Camporesi S, & Knuckles JA  (2014). Shifting the burden of proof in doping: lessons from environmental sustainability applied to high-performance sport. Reflective Practice15(1), 106-118.

One of Lance Armstrong's former sponsors...

One of Lance Armstrong’s former sponsors…

In this paper, co-authored with James A. Knuckles, we analyse the role of incentives in high-performance sports, borrowing concepts from sustainability policies and applying them to the context of doping in sports. Professional athletes discount their future health in exchange for desired enhanced performances. In the same way, many industrialised societies discount future environmental health for short-term economic returns, jeopardising the future of the planet. We propose a solution to alter this discounting, by applying the lessons from environmental sustainability, which has long proposed shifting the burden of proof away from regulators in order to alter the practice of discounting the planet’s future health for current economic gains, to high-performance sports.

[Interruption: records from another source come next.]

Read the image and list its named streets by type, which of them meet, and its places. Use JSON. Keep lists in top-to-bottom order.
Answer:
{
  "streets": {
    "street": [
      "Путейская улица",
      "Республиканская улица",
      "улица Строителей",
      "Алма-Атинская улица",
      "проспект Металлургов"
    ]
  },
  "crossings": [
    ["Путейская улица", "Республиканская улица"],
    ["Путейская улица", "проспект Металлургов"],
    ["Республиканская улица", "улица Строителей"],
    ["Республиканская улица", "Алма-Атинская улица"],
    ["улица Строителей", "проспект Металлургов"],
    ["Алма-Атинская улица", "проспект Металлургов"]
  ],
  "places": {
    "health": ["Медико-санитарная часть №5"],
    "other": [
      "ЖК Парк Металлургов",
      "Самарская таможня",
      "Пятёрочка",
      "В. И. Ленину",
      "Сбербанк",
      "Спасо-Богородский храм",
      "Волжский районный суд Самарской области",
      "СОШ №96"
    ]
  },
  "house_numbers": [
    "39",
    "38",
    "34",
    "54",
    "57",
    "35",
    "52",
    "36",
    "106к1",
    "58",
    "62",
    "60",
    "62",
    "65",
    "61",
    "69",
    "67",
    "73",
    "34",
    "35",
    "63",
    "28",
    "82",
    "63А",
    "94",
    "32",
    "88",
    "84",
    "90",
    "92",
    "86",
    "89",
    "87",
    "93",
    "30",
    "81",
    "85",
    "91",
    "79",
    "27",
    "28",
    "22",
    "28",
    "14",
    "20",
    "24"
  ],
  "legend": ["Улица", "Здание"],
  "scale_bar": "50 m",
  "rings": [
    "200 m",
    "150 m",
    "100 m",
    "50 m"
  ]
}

We argue that the burden of proof for doping should not rest on the athlete or the team of sports doctors, but should rest instead on the sponsors. Under this system, WADA would retain and strengthen its own testing, and impose severe penalties on the sponsors of any athlete found to be doping.

Only by making the companies accountable for the athletes they sponsor, can we de-link sponsorship money from a win-at-all-costs mentality in sports that in turn leads to doping, and subsequently to discounting the future health of the athlete.